◆ Work item
Across the records below, report how many lines include the word "halo", stating the number alone.

Saved entries:
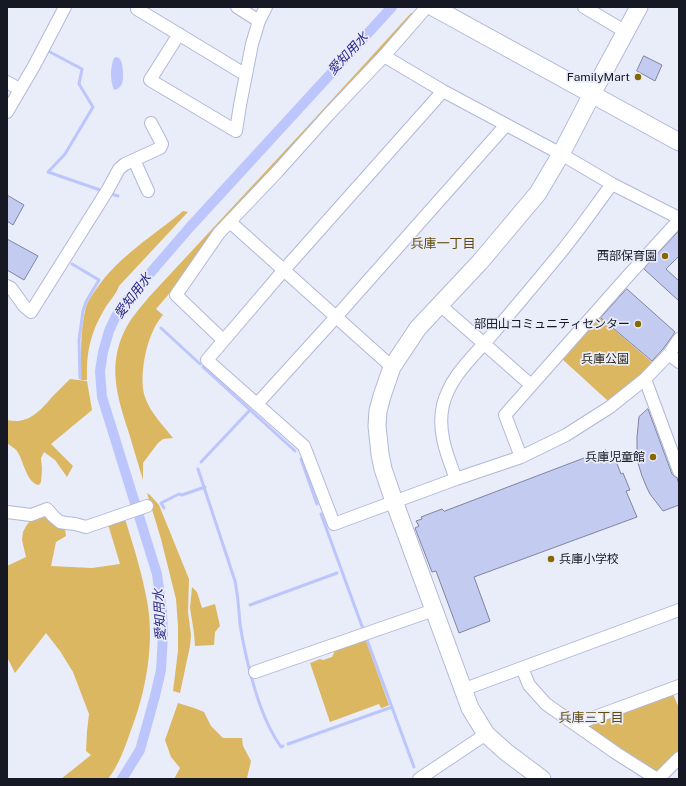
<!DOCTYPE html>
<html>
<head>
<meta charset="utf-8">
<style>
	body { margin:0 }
	#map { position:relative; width:686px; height:786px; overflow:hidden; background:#e9ecf9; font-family:"Public Sans",sans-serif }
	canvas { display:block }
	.frame { position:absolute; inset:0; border:8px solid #161824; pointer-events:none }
</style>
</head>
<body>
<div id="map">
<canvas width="686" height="786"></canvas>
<div class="frame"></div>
</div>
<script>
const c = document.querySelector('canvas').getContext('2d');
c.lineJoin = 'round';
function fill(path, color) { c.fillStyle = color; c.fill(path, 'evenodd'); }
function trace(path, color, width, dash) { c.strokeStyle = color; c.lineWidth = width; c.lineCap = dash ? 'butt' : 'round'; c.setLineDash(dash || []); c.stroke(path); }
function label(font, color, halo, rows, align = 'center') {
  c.font = font + ' "Public Sans","Noto Sans JP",sans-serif'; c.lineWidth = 3.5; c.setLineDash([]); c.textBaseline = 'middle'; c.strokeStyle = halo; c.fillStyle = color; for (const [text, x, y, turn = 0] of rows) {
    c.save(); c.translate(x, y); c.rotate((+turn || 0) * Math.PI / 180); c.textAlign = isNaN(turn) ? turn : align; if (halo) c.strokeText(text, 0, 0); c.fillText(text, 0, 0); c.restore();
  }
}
const green = new Path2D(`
	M411 13H416L196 257 168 295 156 309 163 315C159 320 155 325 153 331 145 347 139 380 145 397 150 413 164 426 173 438L163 439 158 443 143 463V480C138 463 133 447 128 430 117 396 108 366 124 332 130 319 140 308 149 297L317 116Z
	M183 211 188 212 119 286C116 295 108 302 104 310 90 333 86 354 87 380H81C81 355 80 330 86 307 88 300 93 294 97 288 119 256 153 236 183 211Z
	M598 316 653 363 632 383 608 401 561 358Z
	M70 379 87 381 92 410 51 444 73 466 67 477 55 460 44 452 41 458 42 469 41 482 39 485C26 483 24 461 17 451 15 448 10 446 7 443V420C28 425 40 411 52 397 58 391 64 385 70 379Z
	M147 493 150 495 159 505 189 579 188 612 191 635 190 646 180 693 173 691 178 651V626L176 599 161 539Z
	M47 512 65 528 66 536 56 542 51 566 92 568 120 564 107 521 124 516C133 544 142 573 147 601 155 642 146 692 131 730 125 747 119 765 108 779H61L91 755 86 751 87 731 89 714 73 672 60 651 46 633 15 673 7 657V566L26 557 22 540 23 532 26 526 34 516Z
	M192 587 197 592 202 608 215 604 220 626 215 632 214 645 195 646 194 633 190 608Z
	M365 638 389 705 382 708H381L379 704 330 722 310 663 320 659 323 660 332 657 334 653 332 649Z
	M673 694 679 708V752L659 771H653L589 729V724Z
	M178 703 194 708 204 712 211 726 223 738H242L243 746 251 761 247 778 245 779H174L180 768 171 757 165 740Z`);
const water = new Path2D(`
	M116 57C119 58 120 58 121 61 123 64 122 68 123 71 123 79 124 88 114 90 110 80 110 68 114 58Z`);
const stream = new Path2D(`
	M48 51 82 69 79 84 93 107 65 154 48 172 103 191
	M108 193 118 196
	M72 264 99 280 90 295 86 302 83 311 79 340 80 378
	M161 328 200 364
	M203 367 295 451
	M301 459 317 504
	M201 462 250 410
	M198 469 235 581C238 595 239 610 240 624 242 638 245 651 248 664 255 692 264 723 281 747L283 746
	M164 508 161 503 179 494 182 495 205 487
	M321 514 363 629
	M250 605 337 573
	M366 637 414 767
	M288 744 392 707`);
const canal = new Path2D(`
	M122 779 140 750 155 696 161 670 163 635 162 612 157 574 102 397 100 371 103 352 109 331 116 316 127 300 190 227 392 7`);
const building = new Path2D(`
	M644 56 662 65 655 81 637 71Z
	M7 195 24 205 13 225 7 221Z
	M679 231V256L666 269 679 281V301L644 269Z
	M7 239 38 256 24 280 7 270Z
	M627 289 675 332 673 335 663 349 652 361 601 318Z
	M648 409 672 474 674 476 677 478 679 484V505L663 511 650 494 647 488 642 476 638 463 637 450V437L639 417Z
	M606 450 608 452 612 451 621 474 623 473 630 490 626 491 637 517 474 577 490 621 459 633 436 571 432 572 415 528 419 526 416 521 422 519 421 517 442 509 444 511Z`);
const street = new Path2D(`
	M138 7 137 9 246 75
	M237 7 259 21
	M584 7 626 32
	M179 34 150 80 236 131 240 105 252 44 259 21 266 7
	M384 56 443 91 561 154 612 184 679 218
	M7 82 19 89
	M443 91 283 271 207 360 304 446 334 524 456 479 521 457 566 435 610 407 645 379 669 354 679 339
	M7 112 34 66 65 7
	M134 160 148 191
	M230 222 392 367
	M7 286 11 288 24 306 31 312 107 191 119 169 125 164 160 148 162 144 151 123
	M440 305 531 385
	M223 340 176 295 219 233 277 172 329 114 384 56 424 10V7
	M669 354 679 362
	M645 379 679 471
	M257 404 336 317 506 125
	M521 457 505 415 627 277 679 220
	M456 479C447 455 437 431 443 405 450 377 471 359 489 338 512 311 535 284 557 257 577 233 594 208 612 184
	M7 512 31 515 47 509 53 516 60 522 66 523 75 524 86 527 147 506
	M522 668 529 685 546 704 616 753 657 779
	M255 672 434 610
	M462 690 679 610
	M576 724 679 686
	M419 779 486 734
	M658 779 679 758`);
const secondary = new Path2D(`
	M433 7 679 142
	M542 779 506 752 486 734 470 708 394 501 383 469 380 454 377 426 378 411 382 396 392 367 418 328 480 262 538 193 561 154 592 94 639 7`);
const markers = [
	[638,77,4,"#876702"],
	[665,256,4,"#876702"],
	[638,324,4,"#876702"],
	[653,457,4,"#876702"],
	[551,559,4,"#876702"]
];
const poiNames = [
	["FamilyMart",630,77],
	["西部保育園",657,256],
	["部田山コミュニティセンター",630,324],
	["兵庫児童館",645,457],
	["兵庫小学校",559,559,"left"]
];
const parkNames = [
	["兵庫公園",605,359]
];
const waterNames = [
	["愛知用水",348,54,-47],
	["愛知用水",133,296,-53],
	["愛知用水",160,615,-93]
];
const neighbourhoodNames = [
	["兵庫一丁目",443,244],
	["兵庫三丁目",591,718]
];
fill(green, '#dcb761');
fill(water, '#bcc6fd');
trace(stream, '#bcc6fd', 3);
trace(canal, '#bcc6fd', 10);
fill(building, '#c4cbf0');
trace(building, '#7e84a2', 1);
trace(street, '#b1b8d8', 14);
trace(secondary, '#b1b8d8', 19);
trace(street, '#fff', 12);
trace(secondary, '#fff', 17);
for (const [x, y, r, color] of markers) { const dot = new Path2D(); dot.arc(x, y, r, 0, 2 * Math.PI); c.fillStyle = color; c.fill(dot); trace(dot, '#e9ecf9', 1.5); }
label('12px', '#161824', '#e9ecf9', poiNames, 'right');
label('12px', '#302816', '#e9ecf9', parkNames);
label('italic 13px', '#2b278b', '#e9ecf9', waterNames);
label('13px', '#614a0d', '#e9ecf9', neighbourhoodNames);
</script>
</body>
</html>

◆ Written solution
3